Reproduce word for word the lines between those holding "Extract the structured" and "I am building", inclusive, and nothing else from the data below.

Saved entries
Content starts

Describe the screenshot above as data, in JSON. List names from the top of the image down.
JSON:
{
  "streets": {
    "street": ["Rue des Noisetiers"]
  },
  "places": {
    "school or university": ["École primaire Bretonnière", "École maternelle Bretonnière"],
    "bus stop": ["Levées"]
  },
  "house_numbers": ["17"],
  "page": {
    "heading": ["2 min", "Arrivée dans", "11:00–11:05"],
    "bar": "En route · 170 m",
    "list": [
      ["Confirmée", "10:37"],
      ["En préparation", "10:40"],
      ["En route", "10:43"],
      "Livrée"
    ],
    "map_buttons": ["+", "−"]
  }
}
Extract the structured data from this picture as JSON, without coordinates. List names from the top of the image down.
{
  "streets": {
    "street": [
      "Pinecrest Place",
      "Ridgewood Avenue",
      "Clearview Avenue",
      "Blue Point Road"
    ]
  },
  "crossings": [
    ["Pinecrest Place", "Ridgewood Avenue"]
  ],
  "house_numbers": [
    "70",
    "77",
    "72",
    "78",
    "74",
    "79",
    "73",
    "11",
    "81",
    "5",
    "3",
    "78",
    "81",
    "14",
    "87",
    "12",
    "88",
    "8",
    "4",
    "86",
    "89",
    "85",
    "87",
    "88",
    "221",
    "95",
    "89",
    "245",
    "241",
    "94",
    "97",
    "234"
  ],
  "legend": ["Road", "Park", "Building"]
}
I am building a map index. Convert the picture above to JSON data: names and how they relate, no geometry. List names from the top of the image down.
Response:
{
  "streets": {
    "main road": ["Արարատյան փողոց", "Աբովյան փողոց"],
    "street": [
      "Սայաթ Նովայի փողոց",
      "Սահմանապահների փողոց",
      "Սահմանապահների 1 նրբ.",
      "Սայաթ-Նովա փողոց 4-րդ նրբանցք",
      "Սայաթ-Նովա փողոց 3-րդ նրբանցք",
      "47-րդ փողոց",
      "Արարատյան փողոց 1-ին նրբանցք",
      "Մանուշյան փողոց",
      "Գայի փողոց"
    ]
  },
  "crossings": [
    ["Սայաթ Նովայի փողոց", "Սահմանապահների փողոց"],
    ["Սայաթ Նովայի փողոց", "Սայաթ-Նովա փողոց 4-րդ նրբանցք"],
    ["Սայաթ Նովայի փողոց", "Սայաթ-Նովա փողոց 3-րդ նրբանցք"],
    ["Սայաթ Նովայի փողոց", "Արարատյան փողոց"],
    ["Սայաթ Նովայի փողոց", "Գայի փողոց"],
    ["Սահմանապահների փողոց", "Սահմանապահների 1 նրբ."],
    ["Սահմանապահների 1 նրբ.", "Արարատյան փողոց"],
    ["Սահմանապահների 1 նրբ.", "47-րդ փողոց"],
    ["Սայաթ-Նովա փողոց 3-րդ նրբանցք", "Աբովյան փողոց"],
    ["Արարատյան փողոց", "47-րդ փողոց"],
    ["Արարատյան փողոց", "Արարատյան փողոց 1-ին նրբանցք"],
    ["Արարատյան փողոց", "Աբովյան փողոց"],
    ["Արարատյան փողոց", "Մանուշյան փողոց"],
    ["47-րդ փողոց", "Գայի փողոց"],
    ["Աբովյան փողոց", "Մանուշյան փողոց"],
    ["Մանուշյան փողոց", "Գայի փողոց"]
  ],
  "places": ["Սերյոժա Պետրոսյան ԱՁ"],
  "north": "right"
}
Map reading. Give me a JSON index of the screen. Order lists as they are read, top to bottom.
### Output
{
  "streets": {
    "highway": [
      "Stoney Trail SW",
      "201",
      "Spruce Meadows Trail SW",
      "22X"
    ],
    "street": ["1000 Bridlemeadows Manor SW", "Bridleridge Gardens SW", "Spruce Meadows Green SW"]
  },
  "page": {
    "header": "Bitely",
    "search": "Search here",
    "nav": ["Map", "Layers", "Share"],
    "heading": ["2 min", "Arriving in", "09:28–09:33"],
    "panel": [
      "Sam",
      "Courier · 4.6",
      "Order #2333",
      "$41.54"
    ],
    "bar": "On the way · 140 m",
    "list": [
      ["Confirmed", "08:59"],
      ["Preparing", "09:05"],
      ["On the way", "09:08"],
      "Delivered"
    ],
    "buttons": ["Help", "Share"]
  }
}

Content ends

**Task solution**
Extract the structured data from this picture as JSON, without coordinates. List names from the top of the image down.
{
  "streets": {
    "street": [
      "Pinecrest Place",
      "Ridgewood Avenue",
      "Clearview Avenue",
      "Blue Point Road"
    ]
  },
  "crossings": [
    ["Pinecrest Place", "Ridgewood Avenue"]
  ],
  "house_numbers": [
    "70",
    "77",
    "72",
    "78",
    "74",
    "79",
    "73",
    "11",
    "81",
    "5",
    "3",
    "78",
    "81",
    "14",
    "87",
    "12",
    "88",
    "8",
    "4",
    "86",
    "89",
    "85",
    "87",
    "88",
    "221",
    "95",
    "89",
    "245",
    "241",
    "94",
    "97",
    "234"
  ],
  "legend": ["Road", "Park", "Building"]
}
I am building a map index. Convert the picture above to JSON data: names and how they relate, no geometry. List names from the top of the image down.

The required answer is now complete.